I can’t imagine why.
Meanwhile Facebook crowed that Instagram’s Stories feature had 200 million daily active users, putting it above the 158 million daily active users number claimed by Snapchat in its IPO documents. Instagram Stories is basically Snapchat built inside Instagram (which Facebook owns). In other words, the social media superpower wants to crush the insurgent.
Still, even as the underdog, it is hard to view Snap, Inc as any sort of hero. It’s more like the Green Goblin targeting Dr. Octopus. Last week, an ex-employee claimed that Evan Spiegel had said that the app is for rich people during an internal meeting, according to Variety, and that he didn’t have any interest in growth in the developing world. Spiegel is backpedaling now, but the company’s IPO documents basically said the same thing, as we reported shortly after they were released. The company wants to sell ads and it wants advertisers to know it can reach people with lots of money to spend.
What else would you call it?
Apple CEO Tim Cook is the most secretive of technology’s larger than life characters. His company wants nothing known about what it’s doing until its next product is 100 percent ready. We have long known that it has been hiring experts in autonomous vehicles and last week documents surfaced showing it had sought permission from California regulators to test self-driving vehicles.
Silicon Valley’s illuminati must be in a panic over Apple’s entrance into this market. Lots of companies got into this business a long time ago, but lots of companies had been in cell phones for a long time, too, and then Apple dropped the iPhone.
But the shadowiest egomaniacs may not be in for-profit life. Last week the Shadowbrokers, an elite hacker group, released a massive dump of tools used to exploit vulnerable computers running Windows, which the group had stolen from the National Security Agency. Holding onto vulnerabilities is profoundly antisocial behavior on the part of the government. If the NSA finds a way to break into a computer, anyone else can find it too. The right thing to do is to disclose the vulnerability to the company that makes the compromised product, so that they can issue a patch to protect the public.
The good news: Microsoft says it has fixed all the leaky pipes. Speaking of super-villainy, it’s hard to remember the last time Microsoft did something really evil. It’s a big company, so I’m sure it’s no angel on a day-to-day basis, but it hasn’t done anything like forcing software on people who don’t want it for a very long time. Maybe Microsoft has become sort of like early-90s Magneto, from the X-Men comics: largely reformed, still hugely powerful and always with the potential to turn fully bad again, given the right opportunity or provocation.
The littlest giant of social media, Twitter, got a challenger that broke into the public imagination last week. Following the outrage (outrage, I say!) at Twitter’s update to how replies work, many tech reporters eagerly wrote gushing stories about Mastodon, an open source social network. Most of them got the service wrong, in one way or another. In short, Mastodon is social networking software, and anyone can copy it, modify it and deploy it on their own server. This means that each installation can set up its own norms and rules, but there is no one big set of rules for Mastodon.
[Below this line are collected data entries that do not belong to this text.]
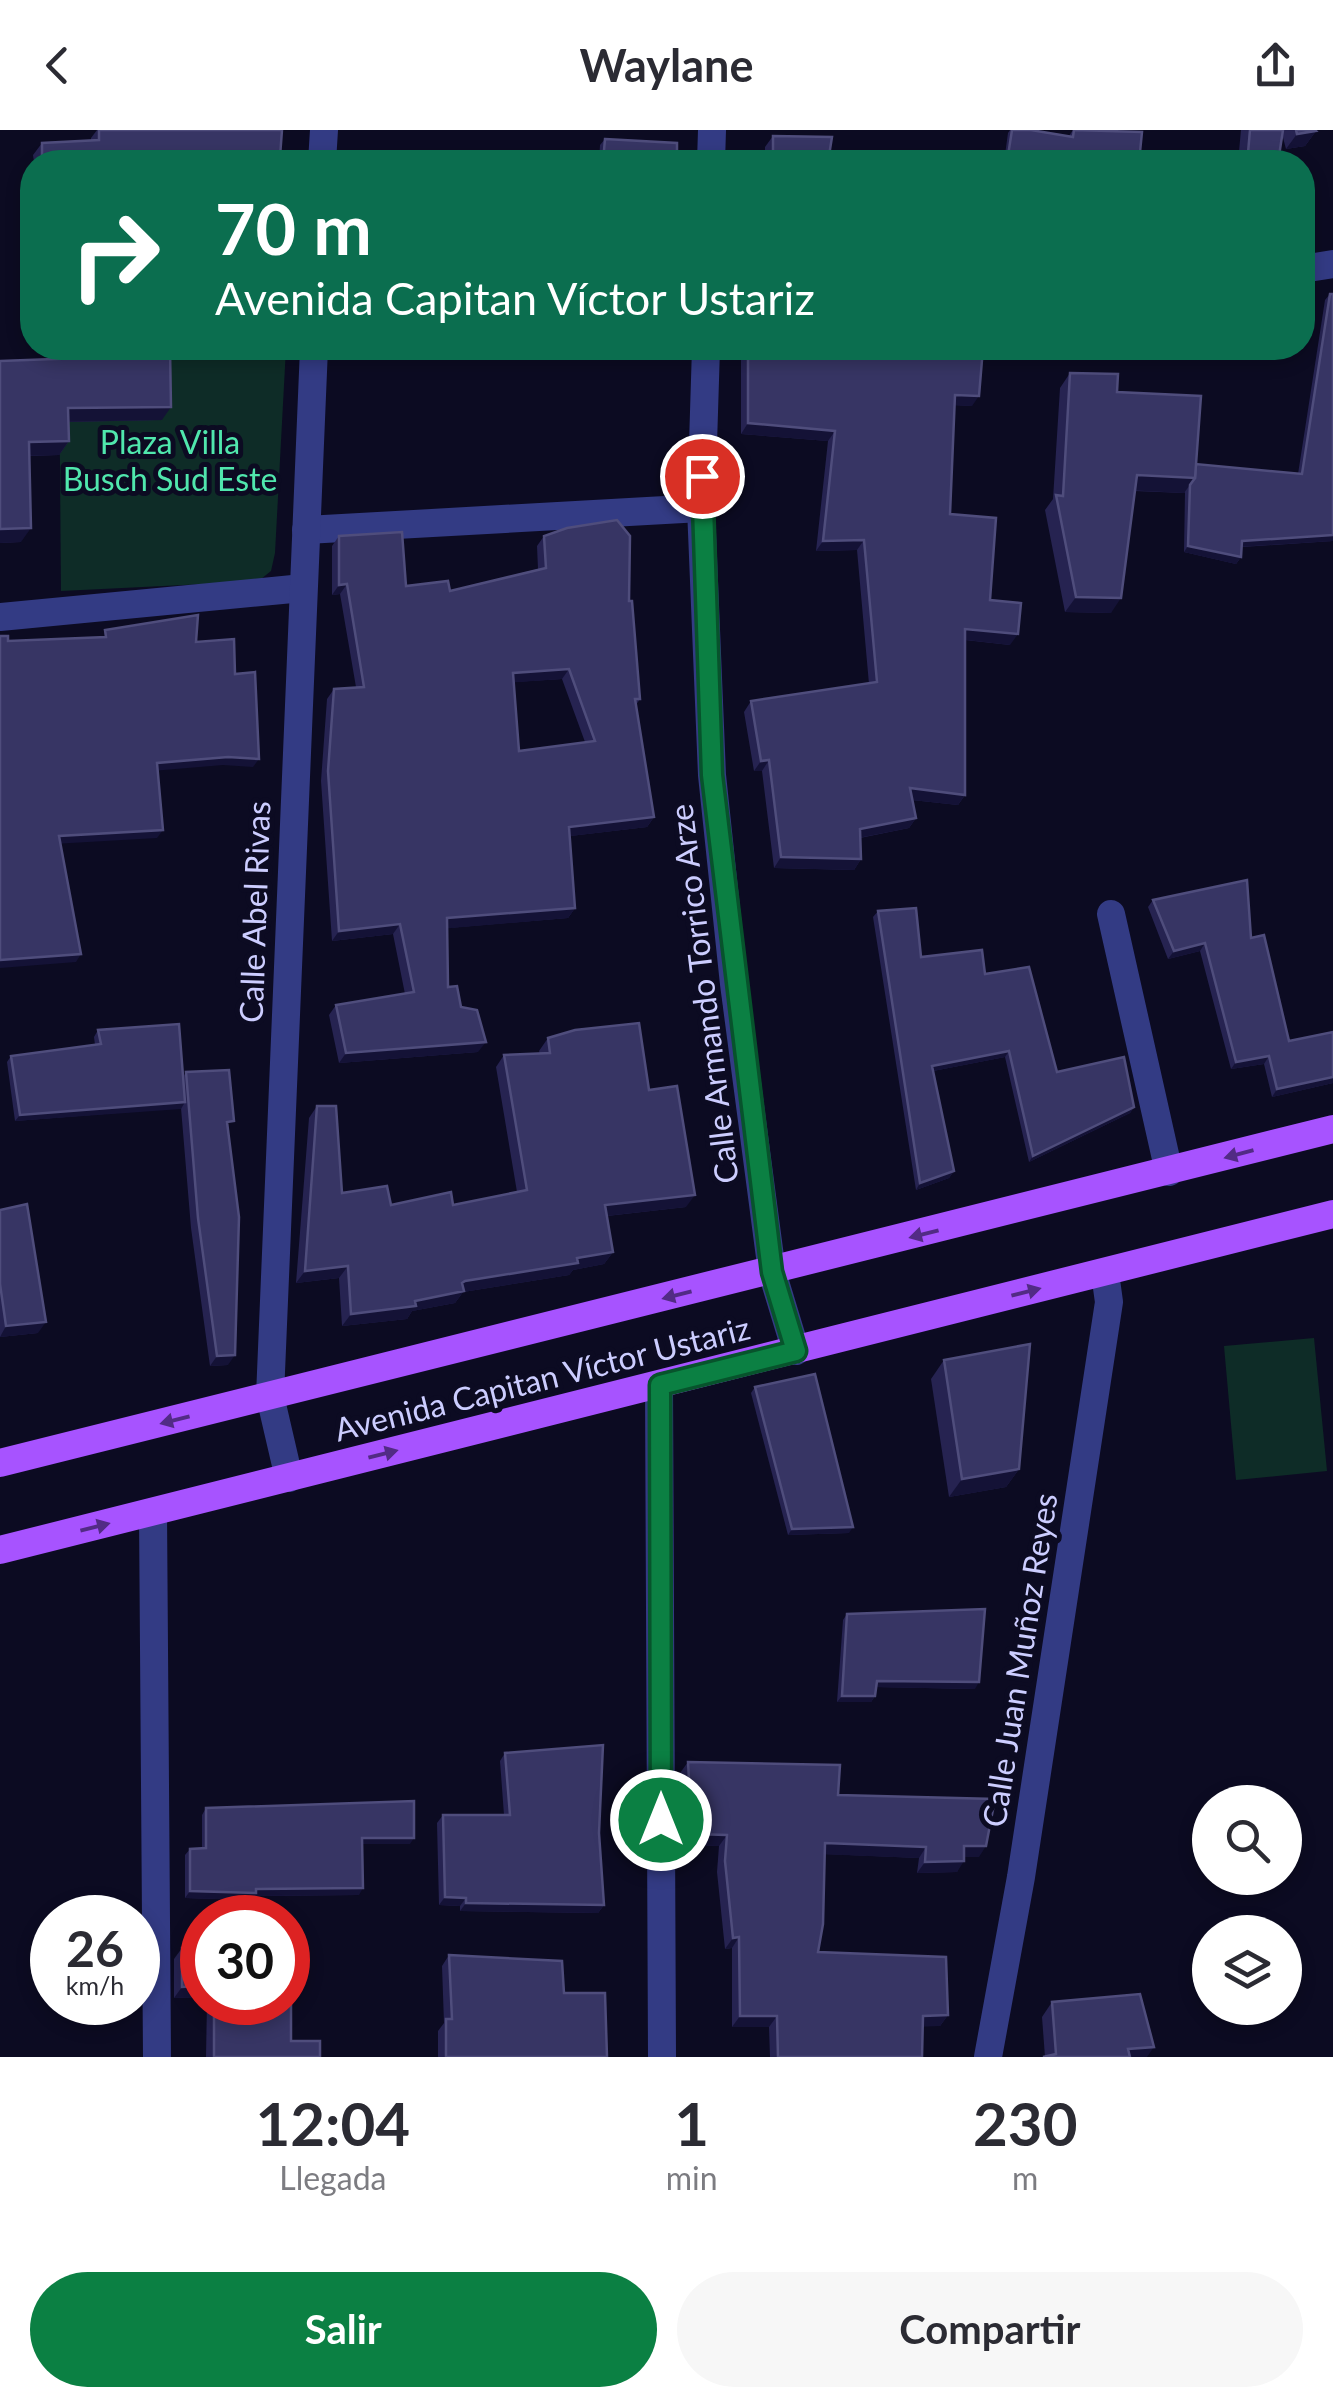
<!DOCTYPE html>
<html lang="es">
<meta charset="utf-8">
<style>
:root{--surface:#fff;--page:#f7f7f7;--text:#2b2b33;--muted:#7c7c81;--accent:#0b8043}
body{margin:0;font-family:Lato,sans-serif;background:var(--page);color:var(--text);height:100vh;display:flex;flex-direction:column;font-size:38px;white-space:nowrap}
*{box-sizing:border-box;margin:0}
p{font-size:32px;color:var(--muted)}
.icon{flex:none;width:55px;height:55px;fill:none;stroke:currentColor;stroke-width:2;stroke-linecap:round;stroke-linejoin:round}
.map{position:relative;height:1927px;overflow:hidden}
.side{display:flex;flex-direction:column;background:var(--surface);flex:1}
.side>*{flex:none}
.guide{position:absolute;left:20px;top:20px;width:1295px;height:210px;border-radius:40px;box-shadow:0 5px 15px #0003;background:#0b6e4f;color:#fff;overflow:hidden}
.controls{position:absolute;left:1192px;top:1655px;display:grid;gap:20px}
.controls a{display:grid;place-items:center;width:110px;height:110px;border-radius:50%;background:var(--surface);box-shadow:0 5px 15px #0003;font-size:50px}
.speed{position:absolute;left:30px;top:1765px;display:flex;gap:20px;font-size:50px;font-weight:700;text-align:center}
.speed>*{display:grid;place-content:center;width:130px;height:130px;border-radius:50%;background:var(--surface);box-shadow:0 5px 15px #0003;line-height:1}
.speed small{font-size:25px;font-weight:400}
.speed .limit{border:15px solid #d22;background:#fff;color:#111}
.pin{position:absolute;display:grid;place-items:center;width:85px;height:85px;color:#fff;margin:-42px;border:5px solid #fff;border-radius:50%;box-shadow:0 2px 10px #0007}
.me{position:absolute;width:110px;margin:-55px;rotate:0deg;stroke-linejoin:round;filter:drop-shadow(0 0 8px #0008)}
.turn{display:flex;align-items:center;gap:35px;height:210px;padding:0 30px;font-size:45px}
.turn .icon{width:130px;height:130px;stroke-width:2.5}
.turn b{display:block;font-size:70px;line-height:85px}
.eta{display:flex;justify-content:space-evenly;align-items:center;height:170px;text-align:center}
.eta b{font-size:60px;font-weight:700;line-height:70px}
.action{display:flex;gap:20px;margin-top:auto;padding:20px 30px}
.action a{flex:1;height:115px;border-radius:60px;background:var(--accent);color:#fff;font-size:40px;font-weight:700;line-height:115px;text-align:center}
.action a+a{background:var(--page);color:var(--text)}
header{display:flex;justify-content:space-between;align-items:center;height:130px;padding:0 30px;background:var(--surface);font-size:45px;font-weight:700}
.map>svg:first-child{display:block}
.green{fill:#0e2c27}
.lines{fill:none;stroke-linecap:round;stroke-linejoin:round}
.minor{stroke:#333b84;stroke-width:28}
.tertiary{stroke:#333b84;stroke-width:28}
.primary{stroke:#a753ff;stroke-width:28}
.wall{fill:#262351;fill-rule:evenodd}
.shaded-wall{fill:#141236}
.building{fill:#373564;stroke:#4f4d7c;stroke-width:2.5;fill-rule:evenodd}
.oneway{fill:#522b85}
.route-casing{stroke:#07532c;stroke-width:25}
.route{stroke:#0b8043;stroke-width:18}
.labels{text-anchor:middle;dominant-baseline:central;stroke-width:10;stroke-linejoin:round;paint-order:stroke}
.park-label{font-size:32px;fill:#50e7ad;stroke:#0c0b22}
.street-label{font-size:32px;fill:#cccdff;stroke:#0c0b22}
</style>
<header><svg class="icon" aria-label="back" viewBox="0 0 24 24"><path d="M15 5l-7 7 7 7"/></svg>Waylane<svg class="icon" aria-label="share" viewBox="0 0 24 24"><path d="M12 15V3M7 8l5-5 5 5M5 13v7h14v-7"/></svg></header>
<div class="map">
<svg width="1333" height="1927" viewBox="0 0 1333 1927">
<rect width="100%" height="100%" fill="#0c0b22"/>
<!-- green -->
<g class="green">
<path d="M59,218H286L275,423L271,441L261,449L245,452L61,461Z"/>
<path d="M1314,1208L1327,1341L1236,1350L1224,1216Z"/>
</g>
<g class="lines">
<!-- minor -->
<g class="minor">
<path d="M322,32L324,0"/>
<path d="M711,32L712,0"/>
<path d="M1302,139L1333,134"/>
<path d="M706,218L701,378L712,645L734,854L772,1142L796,1221"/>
<path d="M306,400L701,378"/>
<path d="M0,487L303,458"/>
<path d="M1111,784L1169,1042"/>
<path d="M659,1255L662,1927"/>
<path d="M289,1348L270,1266L314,218"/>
<path d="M153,1382L157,1927"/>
</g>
<!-- tertiary -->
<path class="tertiary" d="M988,1927L1021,1747L1109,1172L1105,1143"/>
<!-- primary -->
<g class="primary">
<path d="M0,1333L1333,999"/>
<path d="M0,1420L1333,1084"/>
</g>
</g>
<!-- wall -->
<g class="wall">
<path d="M97,0H282L280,27L284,32H34L33,25L42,13L91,11V8Z"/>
<path d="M1010,0H1031L1069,6L1073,0H1102L1139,32H1004L1008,3Z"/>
<path d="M1241,0H1315L1316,1L1305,16L1286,19L1282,4L1279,26L1275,32H1238Z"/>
<path d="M773,6L828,32L765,31V17Z"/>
<path d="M605,9L677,32H599L600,15Z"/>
<path d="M1330,164L1333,411L1242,417L1241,427L1236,434L1184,422L1185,362L1184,363L1135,361L1111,483L1065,482L1045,380L1053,369L1060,258L1070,243L1117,262L1196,334L1298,344L1325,170Z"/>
<path d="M103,218H170L162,290L68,292L69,311L59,325L29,326L21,412L0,413V231L98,228Z"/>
<path d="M743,218H983L972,276L954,275L950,384L1010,515L965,510V665L958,675L912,670L916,688L909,698L860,708L861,729L854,740L774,738L762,641H754L744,582L751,571L869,554L857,420L816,421L828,311L741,304V221Z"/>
<path d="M339,406L406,456L450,461L538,439L537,416L544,406L629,471L640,569L636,575L654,687L647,697L570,706L575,778L568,788L448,798V857L461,877L478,922L339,933L329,885L336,875L405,864L393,804L332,811L321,651L327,569L334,559L356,557L340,464L332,465V416ZM562,549L585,612L519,621L514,552Z"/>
<path d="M1153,770L1251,808L1289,911L1333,902V953L1272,967L1264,934L1231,939L1200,821L1168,829L1148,777Z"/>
<path d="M878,781L921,827L985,844L1057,942L1134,977L1130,983L1029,1032L1005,927L933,941L954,1041L949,1048L916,1060L873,787Z"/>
<path d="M98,900L183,947L186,942L228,1000V1235L210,1236L191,1098L181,978L15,991L7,932L11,926L95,915L94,907Z"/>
<path d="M548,908L649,960L686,1077L607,1086L613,1122L604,1134L573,1140L569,1145L463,1162L455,1173L412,1181L407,1189L342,1196L339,1148L296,1153L309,988L317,976L342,1063L391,1075H453L517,1062L496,937L504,925L540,924L539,921Z"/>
<path d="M0,1080L38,1203L0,1207Z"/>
<path d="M944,1230L1019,1339L1006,1357L949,1367L931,1249Z"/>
<path d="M755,1257L849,1403L788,1405L751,1263Z"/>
<path d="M847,1484L975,1559L876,1557L875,1566L871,1572H837L843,1490Z"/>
<path d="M505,1623L599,1703L604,1775L598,1783L460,1781V1776L439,1775L437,1693L443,1685H504L500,1631Z"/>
<path d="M688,1632L838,1665L979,1727H964L957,1742L917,1743L919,1728L825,1724L818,1822L948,1885L940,1896H923L922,1927H770L769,1897H732V1818L725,1819L717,1742L719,1716L684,1715L680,1643Z"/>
<path d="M206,1678L410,1714H362L359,1765L254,1766L251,1770L185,1768V1725L190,1719L202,1718V1685Z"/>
<path d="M182,1818H202V1867L174,1868V1829Z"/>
<path d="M449,1825L564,1863L607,1927H438V1901L444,1893L442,1836Z"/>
<path d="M207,1872H288L291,1911L320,1927H206Z"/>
<path d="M1052,1872L1154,1917L1045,1927L1042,1887Z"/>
</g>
<!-- shaded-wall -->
<g class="shaded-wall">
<path d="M1316,1L1305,16L1286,19L1297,4Z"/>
<path d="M1248,23L1279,26L1275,32H1241Z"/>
<path d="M955,265L979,266L972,276L948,275Z"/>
<path d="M171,277L162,290L58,292L68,278Z"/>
<path d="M748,293L835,301L828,311L741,304Z"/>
<path d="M69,311L59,325L19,326L29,312Z"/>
<path d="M1137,345L1195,348L1184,363L1126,360Z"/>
<path d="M31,398L21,412L0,413V399Z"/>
<path d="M1333,405V411L1238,417L1242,411Z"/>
<path d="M864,410L857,420L816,421L823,411Z"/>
<path d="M1188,416L1241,427L1236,434L1184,422Z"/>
<path d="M347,454L340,464L332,465L339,455Z"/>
<path d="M1076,467L1121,468L1111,483L1065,482Z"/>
<path d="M965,499L1018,504L1010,515L958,509Z"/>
<path d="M569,539L562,549L506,553L513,543Z"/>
<path d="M228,627L259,629L253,637L223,635L152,641L157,633Z"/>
<path d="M769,630L762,641H754L761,631Z"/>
<path d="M910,658L965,665L958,675L903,669Z"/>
<path d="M654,687L647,697L562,707L569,697Z"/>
<path d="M916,688L909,698L853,709L860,699Z"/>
<path d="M163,700L157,708L53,714L59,706Z"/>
<path d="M781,727L861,729L854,740L774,738Z"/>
<path d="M575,778L568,788L440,799L447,788Z"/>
<path d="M400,794L393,804L332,811L339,801Z"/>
<path d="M1205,813L1200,821L1168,829L1174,821Z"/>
<path d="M81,824L76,832L0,838V830Z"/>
<path d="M486,912L478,922L339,933L346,923Z"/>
<path d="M1009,921L1005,927L928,942L932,936Z"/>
<path d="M1269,926L1264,934L1231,939L1236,932Z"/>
<path d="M1333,947V953L1272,967L1277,959Z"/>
<path d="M185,972L181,979L15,991L20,985Z"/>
<path d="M1134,977L1130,983L1029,1032L1033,1026Z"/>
<path d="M954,1041L949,1048L916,1060L920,1053Z"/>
<path d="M695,1065L686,1077L597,1087L605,1075Z"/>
<path d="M613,1122L604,1134L573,1140L569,1145L463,1162L455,1173L412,1181L407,1189L342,1196L351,1184L415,1171L465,1151Z"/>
<path d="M348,1136L339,1148L296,1153L305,1141Z"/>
<path d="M46,1192L38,1203L0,1207L6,1196Z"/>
<path d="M235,1225L228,1235L210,1236L217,1226Z"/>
<path d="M1019,1339L1006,1357L949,1367L962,1349Z"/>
<path d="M853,1397L849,1403L788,1405L792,1399Z"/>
<path d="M877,1551L979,1552L975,1559L872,1557Z"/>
<path d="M842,1566H875L871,1572H837Z"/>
<path d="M692,1704L727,1705L719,1716L684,1715Z"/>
<path d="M362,1708H414L410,1714H357Z"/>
<path d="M825,1713L926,1717L919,1728L817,1724Z"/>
<path d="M964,1716H986L979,1727H956Z"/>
<path d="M964,1731L957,1742L917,1743L925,1732Z"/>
<path d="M363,1758L359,1765L254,1766L251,1770L185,1768L190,1761Z"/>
<path d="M445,1767L466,1768L460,1776L439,1775Z"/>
<path d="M466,1773L604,1775L598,1783L460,1781Z"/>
<path d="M739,1807L732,1818L725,1819L733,1808Z"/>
<path d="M202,1856V1867L174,1868L182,1857Z"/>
<path d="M948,1885L940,1896L915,1897L923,1886Z"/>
<path d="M740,1886H777L769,1897H732Z"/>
<path d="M1154,1917L1147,1927H1122L1128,1919Z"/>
</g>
<!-- building -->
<g class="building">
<path d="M99,0H282L280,27H284V32H42V13L99,10Z"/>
<path d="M1012,0H1031L1073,7L1074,0L1142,2L1139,32H1007Z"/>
<path d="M1250,0H1283L1279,26L1248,23Z"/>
<path d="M1296,0H1315L1316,1L1297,4Z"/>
<path d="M773,6L832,7L828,32H759L773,28Z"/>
<path d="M605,9L677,13V32H603Z"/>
<path d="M1330,164H1333V405L1242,411L1241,427L1188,416L1190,355L1195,348L1196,334L1302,344Z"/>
<path d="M107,218H170L171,277L68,278L69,311L29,312L31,398L0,399V231L108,227Z"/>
<path d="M748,218H983L979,266L955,265L950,384L996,388L990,470L1021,473L1018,504L965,499V665L910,658L916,688L860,699L861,729L781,727L769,630L761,631L751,571L877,552L864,410L823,411L835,301L748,293Z"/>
<path d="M1070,243L1118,244L1117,262L1201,266L1195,348L1137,345L1121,468L1076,467L1056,365L1063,366Z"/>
<path d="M617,390L630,406L629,471H632L640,569H635L654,687L569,697L575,778L447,788L448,857L457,856L461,877L477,880L486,912L346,923L336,875L414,862L400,794L339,801L328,641L334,559L364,557L347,454L339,455V406L402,402L406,456L448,451L450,461L546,438L544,406L567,398ZM569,539L595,611L519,621L513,543Z"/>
<path d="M198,485L196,512L234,509L235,544L255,542L259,629L228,627L157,633L163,700L59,706L81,824L0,830V506H8V511L106,507L105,500Z"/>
<path d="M1247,750L1251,808L1264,805L1289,911L1333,902V947L1277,959L1269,926L1236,932L1205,813L1174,821L1153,770Z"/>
<path d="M916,778L921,827L982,820L985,844L1029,837L1057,942L1124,927L1134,977L1033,1026L1009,921L932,936L954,1041L920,1053L878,781Z"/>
<path d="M639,893L649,960L677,956L695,1065L605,1075L613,1122L577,1128L578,1133L465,1151L462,1153L464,1161L415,1171L416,1176L351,1184L348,1136L305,1141L317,976H336L342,1063L387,1056L391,1075L451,1062L453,1075L527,1060L504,925L550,923L548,908L575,900Z"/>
<path d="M179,894L185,972L20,985L11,926L101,914L98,900Z"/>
<path d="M229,940L234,991L227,992L239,1087L235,1225L217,1226L198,1088L186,942Z"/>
<path d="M27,1074L46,1192L6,1196L0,1154V1080Z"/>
<path d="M1030,1214L1019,1339L962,1349L944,1230Z"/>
<path d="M815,1244L853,1397L792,1399L755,1257Z"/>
<path d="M985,1479L979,1552L877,1551L875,1566H842L847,1484Z"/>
<path d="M603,1615L599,1703L604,1775L466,1773V1768L445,1767L443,1685H510L505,1623Z"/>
<path d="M688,1632L840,1635L838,1665L995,1669L986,1716H964V1731L925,1732L926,1717L825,1713L823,1794L818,1822L946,1827L948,1885L923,1886L922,1927H778L777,1886H740L739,1807L733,1808L725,1731L727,1705L692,1704Z"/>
<path d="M414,1671V1708H362L363,1758L256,1759V1763L190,1761V1719L206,1718V1678Z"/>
<path d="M182,1818H202V1856L182,1857Z"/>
<path d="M288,1818H291V1911H320V1927H214V1872H288Z"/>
<path d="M449,1825L562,1831L564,1863H605L607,1927H446V1889H452Z"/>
<path d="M1140,1864L1154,1917L1128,1919L1130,1927H1043L1056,1924L1052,1872Z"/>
</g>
<!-- one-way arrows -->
<defs><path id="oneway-solid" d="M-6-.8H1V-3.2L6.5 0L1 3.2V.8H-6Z" transform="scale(2.5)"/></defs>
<g class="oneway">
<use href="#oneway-solid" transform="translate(1239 1024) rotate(165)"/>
<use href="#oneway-solid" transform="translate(924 1104) rotate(166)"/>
<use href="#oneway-solid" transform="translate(1026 1162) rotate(-14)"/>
<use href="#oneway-solid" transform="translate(677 1165) rotate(166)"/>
<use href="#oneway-solid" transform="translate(175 1290) rotate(166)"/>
<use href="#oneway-solid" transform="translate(383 1324) rotate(-14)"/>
<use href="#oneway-solid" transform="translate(95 1397) rotate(-14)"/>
</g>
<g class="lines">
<!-- route casing -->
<g class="route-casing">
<path id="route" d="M661,1690L660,1255L796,1221L772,1142L712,645L702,346"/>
</g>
<!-- route -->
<use href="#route" class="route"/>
</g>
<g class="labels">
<!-- park labels -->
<g class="park-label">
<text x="170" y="311">Plaza Villa<tspan x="170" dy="37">Busch Sud Este</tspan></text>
</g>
<!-- street labels -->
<g class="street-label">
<text transform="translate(254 782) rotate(-88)">Calle Abel Rivas</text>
<text transform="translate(703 864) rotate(-97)">Calle Armando Torrico Arze</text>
<text transform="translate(542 1248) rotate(-14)">Avenida Capitan Víctor Ustariz</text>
<text transform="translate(1019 1530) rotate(-81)">Calle Juan Muñoz Reyes</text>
</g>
</g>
</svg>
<div class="controls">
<a><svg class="icon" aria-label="search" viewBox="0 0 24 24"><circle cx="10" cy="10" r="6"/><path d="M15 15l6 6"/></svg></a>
<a><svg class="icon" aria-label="layers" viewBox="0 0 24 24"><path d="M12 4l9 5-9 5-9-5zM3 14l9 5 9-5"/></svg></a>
</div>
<div class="speed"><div>26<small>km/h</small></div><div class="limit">30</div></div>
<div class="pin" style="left:702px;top:346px;background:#d93025"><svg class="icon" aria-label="arrive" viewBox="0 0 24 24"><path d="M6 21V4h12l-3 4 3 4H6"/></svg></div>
<svg class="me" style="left:661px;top:1690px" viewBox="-20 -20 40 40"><circle r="17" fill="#0b8043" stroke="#fff" stroke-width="3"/><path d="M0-11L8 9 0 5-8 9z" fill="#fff"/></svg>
<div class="guide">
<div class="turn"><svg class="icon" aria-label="right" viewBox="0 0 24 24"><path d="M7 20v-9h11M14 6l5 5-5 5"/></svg><div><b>70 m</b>Avenida Capitan Víctor Ustariz</div></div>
</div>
</div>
<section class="side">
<div class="eta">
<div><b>12:04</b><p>Llegada</p></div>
<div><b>1</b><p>min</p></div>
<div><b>230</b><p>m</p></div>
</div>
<div class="action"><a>Salir</a><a>Compartir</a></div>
</section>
Just lots of little ones. Like email, they can all interact with each other, too.
Find all the instances here. I’m on a few. It’s fun.
Bad news for the old arch-villains of industry: the fossil fuel monsters. Last year, investors spent twice as much on renewable energy sources as they did on the nasty old kind, according to Ars Technica. Still, it marked a drop in total investment, but don’t fret—developers were able to put more capacity online with less money than ever before, because humanity has been getting better at this.
Speaking of yesterday’s economy, a familiar brand from the pre-internet days had some fun with the king of the web, Google, last week. Burger King made an ad that tricked many Google Home devices into reciting the recipe for its Whoppers aloud.
It’s a nice reminder that when we invite the tech giants to listen all the time inside our homes, there can be unintended consequences. A better way to put it might be: would you buy a smart home from Dr. Doom?